My own sense is that if the final version is little different from the draft that has been circulated, it will soon be shifted to the archives. For, while like so many other reports, it encapsulates well the problems and the solutions, it ducks the modus operandi for implementation. It does not define roles, responsibilities and accountabilities. It does not provide a timeline for delivery and there is no discussion on financing.

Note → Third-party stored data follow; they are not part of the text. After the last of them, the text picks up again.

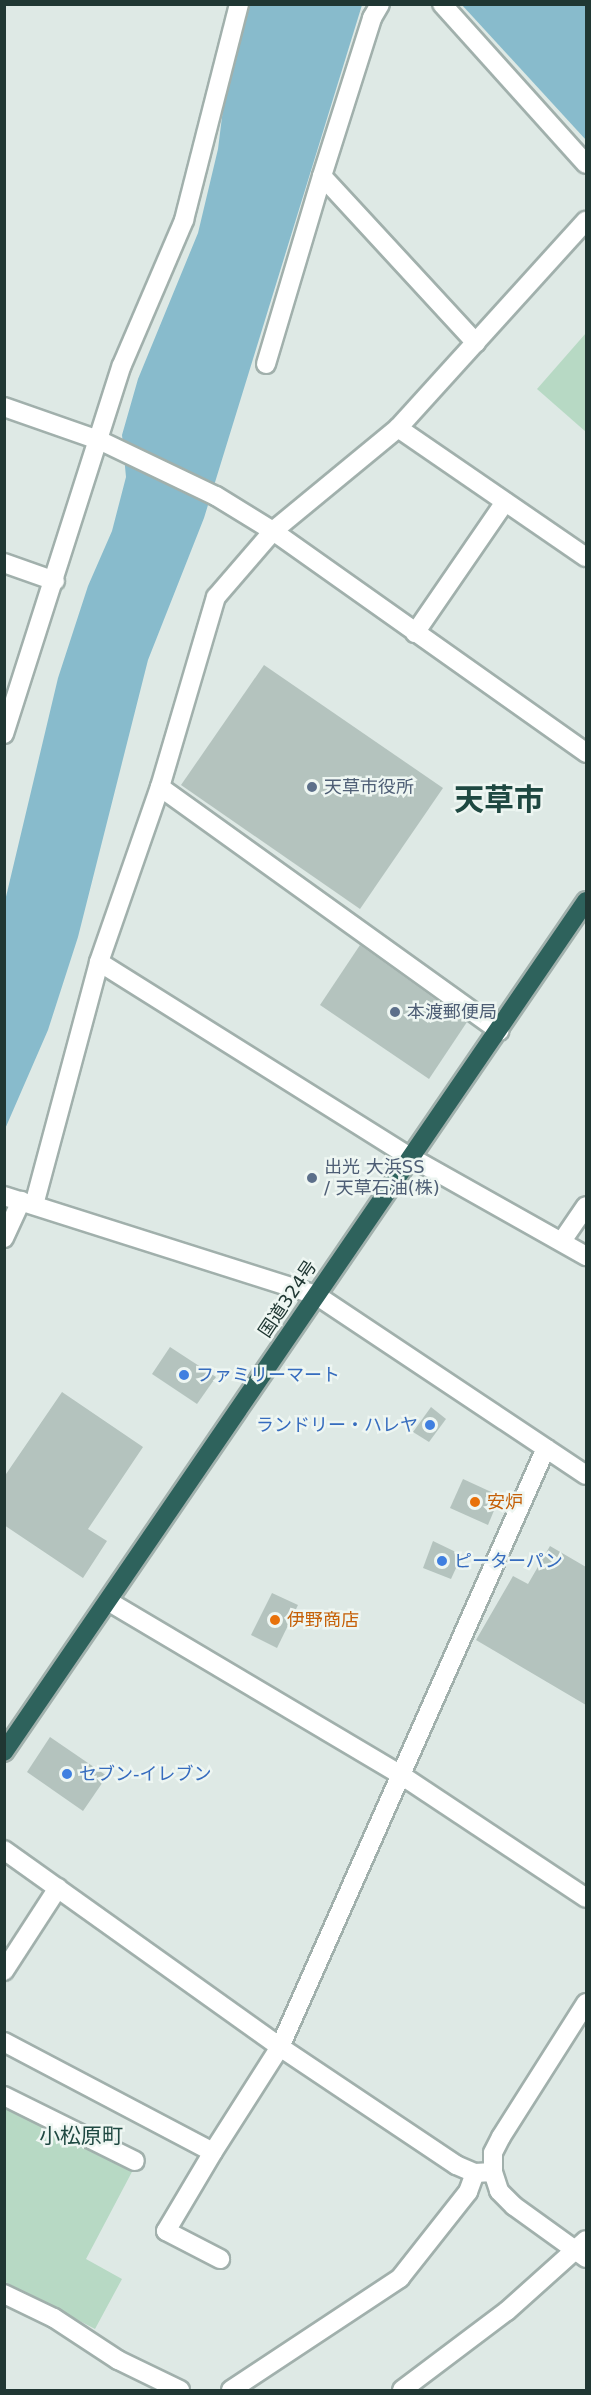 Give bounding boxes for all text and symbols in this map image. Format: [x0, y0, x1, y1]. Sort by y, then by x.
place label: 天草市役所 [324, 776, 414, 798]
marker: 天草市役所 [305, 780, 319, 794]
district label: 天草市 [454, 782, 544, 818]
place label: 本渡郵便局 [407, 1001, 497, 1023]
marker: 本渡郵便局 [388, 1005, 402, 1019]
place label: 出光 大浜SS / 天草石油(株) [324, 1157, 440, 1200]
marker: 出光 大浜SS / 天草石油(株) [305, 1171, 319, 1185]
street label: 国道324号 [254, 1256, 322, 1342]
place label: ファミリーマート [196, 1364, 340, 1386]
marker: ファミリーマート [177, 1368, 191, 1382]
place label: ランドリー・ハレヤ [256, 1414, 418, 1436]
marker: ランドリー・ハレヤ [423, 1418, 437, 1432]
place label: 安炉 [487, 1491, 523, 1513]
marker: 安炉 [468, 1495, 482, 1509]
place label: ピーターパン [454, 1550, 562, 1572]
marker: ピーターパン [435, 1554, 449, 1568]
place label: 伊野商店 [287, 1609, 359, 1631]
marker: 伊野商店 [268, 1613, 282, 1627]
place label: セブン-イレブン [79, 1763, 211, 1785]
marker: セブン-イレブン [60, 1767, 74, 1781]
district label: 小松原町 [39, 2123, 123, 2149]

The authors might argue that their purpose was to define the issues, elucidate the preferred vision and recommend the policy required to realise this vision. It is now for the executive to put actionable flesh around these recommendations. If, indeed, this is their argument, then I would retort that our “energy problem” is existential in severity; that we do not have the luxury to define now and act later and that if, as the government’s think tank, Niti Aayog wishes to make a difference, it should extend its mandate unilaterally and map each of its policy recommendations against existing institutions of governance, and where there are mismatches or misalignment, offer suggestions for plugging the institutional lacunae.
The recommendations in the draft report are not new. They have been made before. This does not mean the report contains nothing or little of value or interest. On the contrary, it is good that one more government document has emphasised the importance of pegging India’s energy policy on the following three essential verities.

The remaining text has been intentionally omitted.